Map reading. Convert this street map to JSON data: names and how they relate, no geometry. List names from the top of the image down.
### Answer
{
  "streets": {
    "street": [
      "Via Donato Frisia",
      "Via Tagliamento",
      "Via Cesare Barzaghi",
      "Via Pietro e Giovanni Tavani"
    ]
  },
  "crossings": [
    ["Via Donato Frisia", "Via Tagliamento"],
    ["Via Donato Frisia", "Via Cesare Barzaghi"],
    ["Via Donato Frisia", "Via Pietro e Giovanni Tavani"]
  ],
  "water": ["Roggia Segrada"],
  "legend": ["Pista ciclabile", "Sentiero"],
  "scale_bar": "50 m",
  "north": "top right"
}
:::::
What the exercise asks
Nothing added, nothing dropped: copy the data above.

Written answer
Map reading. Convert this street map to JSON data: names and how they relate, no geometry. List names from the top of the image down.
### Answer
{
  "streets": {
    "street": [
      "Via Donato Frisia",
      "Via Tagliamento",
      "Via Cesare Barzaghi",
      "Via Pietro e Giovanni Tavani"
    ]
  },
  "crossings": [
    ["Via Donato Frisia", "Via Tagliamento"],
    ["Via Donato Frisia", "Via Cesare Barzaghi"],
    ["Via Donato Frisia", "Via Pietro e Giovanni Tavani"]
  ],
  "water": ["Roggia Segrada"],
  "legend": ["Pista ciclabile", "Sentiero"],
  "scale_bar": "50 m",
  "north": "top right"
}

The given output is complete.